**WORK ITEM**.
Restate every record that follows, keeping it exact.

Stored data entries
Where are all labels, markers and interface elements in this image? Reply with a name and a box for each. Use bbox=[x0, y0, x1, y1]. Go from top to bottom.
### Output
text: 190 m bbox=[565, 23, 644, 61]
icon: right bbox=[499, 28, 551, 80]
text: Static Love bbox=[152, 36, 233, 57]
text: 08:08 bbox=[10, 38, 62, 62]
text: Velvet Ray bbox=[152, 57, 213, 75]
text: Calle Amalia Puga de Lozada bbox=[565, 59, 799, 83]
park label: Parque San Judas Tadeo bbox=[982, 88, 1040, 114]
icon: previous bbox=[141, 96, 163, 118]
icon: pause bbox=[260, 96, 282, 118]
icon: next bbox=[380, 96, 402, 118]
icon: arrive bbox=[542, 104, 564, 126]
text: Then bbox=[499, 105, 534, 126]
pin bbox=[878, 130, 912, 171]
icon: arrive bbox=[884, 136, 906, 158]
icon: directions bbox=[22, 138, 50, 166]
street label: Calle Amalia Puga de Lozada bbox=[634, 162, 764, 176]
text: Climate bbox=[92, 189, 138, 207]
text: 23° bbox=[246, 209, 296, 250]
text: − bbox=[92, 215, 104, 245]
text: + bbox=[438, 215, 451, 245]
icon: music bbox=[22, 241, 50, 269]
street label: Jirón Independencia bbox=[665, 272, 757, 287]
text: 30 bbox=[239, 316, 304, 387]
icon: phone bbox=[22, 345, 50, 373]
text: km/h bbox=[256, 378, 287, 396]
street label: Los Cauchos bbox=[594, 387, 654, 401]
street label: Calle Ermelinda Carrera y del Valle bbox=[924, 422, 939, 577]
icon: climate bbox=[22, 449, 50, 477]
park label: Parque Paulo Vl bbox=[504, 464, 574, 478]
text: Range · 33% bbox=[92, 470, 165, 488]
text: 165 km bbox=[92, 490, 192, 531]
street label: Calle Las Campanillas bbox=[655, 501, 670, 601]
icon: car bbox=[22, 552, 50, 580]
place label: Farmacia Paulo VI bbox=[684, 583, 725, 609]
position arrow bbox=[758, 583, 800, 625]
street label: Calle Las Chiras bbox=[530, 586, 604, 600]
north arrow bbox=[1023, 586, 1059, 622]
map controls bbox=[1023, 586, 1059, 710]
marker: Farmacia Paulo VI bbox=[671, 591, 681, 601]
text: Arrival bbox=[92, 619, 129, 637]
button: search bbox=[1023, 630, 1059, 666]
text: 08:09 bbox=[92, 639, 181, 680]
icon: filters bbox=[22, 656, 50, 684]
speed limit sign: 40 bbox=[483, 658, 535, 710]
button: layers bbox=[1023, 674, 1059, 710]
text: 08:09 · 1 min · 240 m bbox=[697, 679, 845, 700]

**RESPONSE**.
Where are all labels, markers and interface elements in this image? Reply with a name and a box for each. Use bbox=[x0, y0, x1, y1]. Go from top to bottom.
### Output
text: 190 m bbox=[565, 23, 644, 61]
icon: right bbox=[499, 28, 551, 80]
text: Static Love bbox=[152, 36, 233, 57]
text: 08:08 bbox=[10, 38, 62, 62]
text: Velvet Ray bbox=[152, 57, 213, 75]
text: Calle Amalia Puga de Lozada bbox=[565, 59, 799, 83]
park label: Parque San Judas Tadeo bbox=[982, 88, 1040, 114]
icon: previous bbox=[141, 96, 163, 118]
icon: pause bbox=[260, 96, 282, 118]
icon: next bbox=[380, 96, 402, 118]
icon: arrive bbox=[542, 104, 564, 126]
text: Then bbox=[499, 105, 534, 126]
pin bbox=[878, 130, 912, 171]
icon: arrive bbox=[884, 136, 906, 158]
icon: directions bbox=[22, 138, 50, 166]
street label: Calle Amalia Puga de Lozada bbox=[634, 162, 764, 176]
text: Climate bbox=[92, 189, 138, 207]
text: 23° bbox=[246, 209, 296, 250]
text: − bbox=[92, 215, 104, 245]
text: + bbox=[438, 215, 451, 245]
icon: music bbox=[22, 241, 50, 269]
street label: Jirón Independencia bbox=[665, 272, 757, 287]
text: 30 bbox=[239, 316, 304, 387]
icon: phone bbox=[22, 345, 50, 373]
text: km/h bbox=[256, 378, 287, 396]
street label: Los Cauchos bbox=[594, 387, 654, 401]
street label: Calle Ermelinda Carrera y del Valle bbox=[924, 422, 939, 577]
icon: climate bbox=[22, 449, 50, 477]
park label: Parque Paulo Vl bbox=[504, 464, 574, 478]
text: Range · 33% bbox=[92, 470, 165, 488]
text: 165 km bbox=[92, 490, 192, 531]
street label: Calle Las Campanillas bbox=[655, 501, 670, 601]
icon: car bbox=[22, 552, 50, 580]
place label: Farmacia Paulo VI bbox=[684, 583, 725, 609]
position arrow bbox=[758, 583, 800, 625]
street label: Calle Las Chiras bbox=[530, 586, 604, 600]
north arrow bbox=[1023, 586, 1059, 622]
map controls bbox=[1023, 586, 1059, 710]
marker: Farmacia Paulo VI bbox=[671, 591, 681, 601]
text: Arrival bbox=[92, 619, 129, 637]
button: search bbox=[1023, 630, 1059, 666]
text: 08:09 bbox=[92, 639, 181, 680]
icon: filters bbox=[22, 656, 50, 684]
speed limit sign: 40 bbox=[483, 658, 535, 710]
button: layers bbox=[1023, 674, 1059, 710]
text: 08:09 · 1 min · 240 m bbox=[697, 679, 845, 700]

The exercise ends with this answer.